- Provided data:
* * * * *

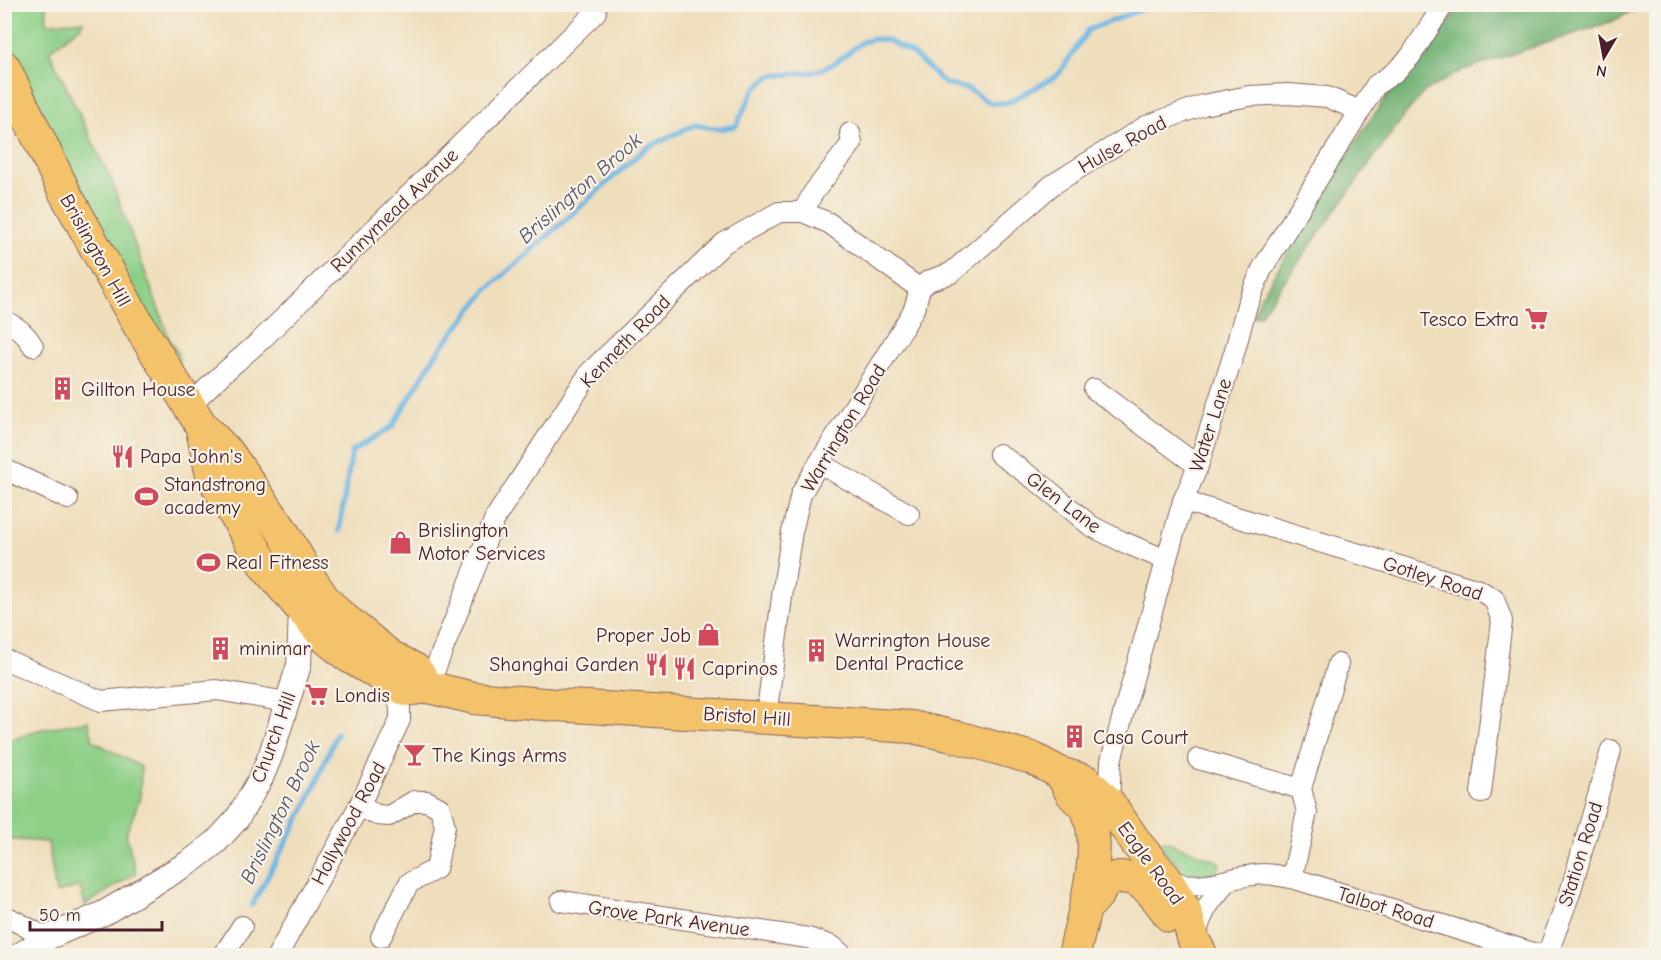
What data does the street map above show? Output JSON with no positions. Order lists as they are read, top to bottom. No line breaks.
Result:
{"streets":{"highway":["Brislington Hill","Bristol Hill","Eagle Road"],"street":["Hulse Road","Runnymead Avenue","Kenneth Road","Water Lane","Warrington Road","Glen Lane","Gotley Road","Church Hill","Hollywood Road","Station Road","Talbot Road","Grove Park Avenue"]},"crossings":[["Hulse Road","Kenneth Road"],["Hulse Road","Water Lane"],["Hulse Road","Warrington Road"],["Runnymead Avenue","Brislington Hill"],["Brislington Hill","Kenneth Road"],["Brislington Hill","Bristol Hill"],["Brislington Hill","Church Hill"],["Brislington Hill","Hollywood Road"],["Kenneth Road","Warrington Road"],["Kenneth Road","Bristol Hill"],["Water Lane","Glen Lane"],["Water Lane","Gotley Road"],["Water Lane","Bristol Hill"],["Water Lane","Eagle Road"],["Warrington Road","Bristol Hill"],["Bristol Hill","Eagle Road"],["Station Road","Talbot Road"],["Eagle Road","Talbot Road"]],"water":["Brislington Brook"],"places":{"supermarket":["Tesco Extra","Londis"],"building":["Gillton House","minimar","Warrington House Dental Practice","Casa Court"],"restaurant":["Papa John's","Shanghai Garden","Caprinos"],"sports":["Standstrong academy","Real Fitness"],"shop":["Brislington Motor Services","Proper Job"],"bar":["The Kings Arms"]},"scale_bar":"50 m","north":"bottom"}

* * * * *

- Work instruction: Apart from the pictures, every line of the data above should be given again exactly.

- Written solution:
What data does the street map above show? Output JSON with no positions. Order lists as they are read, top to bottom. No line breaks.
Result:
{"streets":{"highway":["Brislington Hill","Bristol Hill","Eagle Road"],"street":["Hulse Road","Runnymead Avenue","Kenneth Road","Water Lane","Warrington Road","Glen Lane","Gotley Road","Church Hill","Hollywood Road","Station Road","Talbot Road","Grove Park Avenue"]},"crossings":[["Hulse Road","Kenneth Road"],["Hulse Road","Water Lane"],["Hulse Road","Warrington Road"],["Runnymead Avenue","Brislington Hill"],["Brislington Hill","Kenneth Road"],["Brislington Hill","Bristol Hill"],["Brislington Hill","Church Hill"],["Brislington Hill","Hollywood Road"],["Kenneth Road","Warrington Road"],["Kenneth Road","Bristol Hill"],["Water Lane","Glen Lane"],["Water Lane","Gotley Road"],["Water Lane","Bristol Hill"],["Water Lane","Eagle Road"],["Warrington Road","Bristol Hill"],["Bristol Hill","Eagle Road"],["Station Road","Talbot Road"],["Eagle Road","Talbot Road"]],"water":["Brislington Brook"],"places":{"supermarket":["Tesco Extra","Londis"],"building":["Gillton House","minimar","Warrington House Dental Practice","Casa Court"],"restaurant":["Papa John's","Shanghai Garden","Caprinos"],"sports":["Standstrong academy","Real Fitness"],"shop":["Brislington Motor Services","Proper Job"],"bar":["The Kings Arms"]},"scale_bar":"50 m","north":"bottom"}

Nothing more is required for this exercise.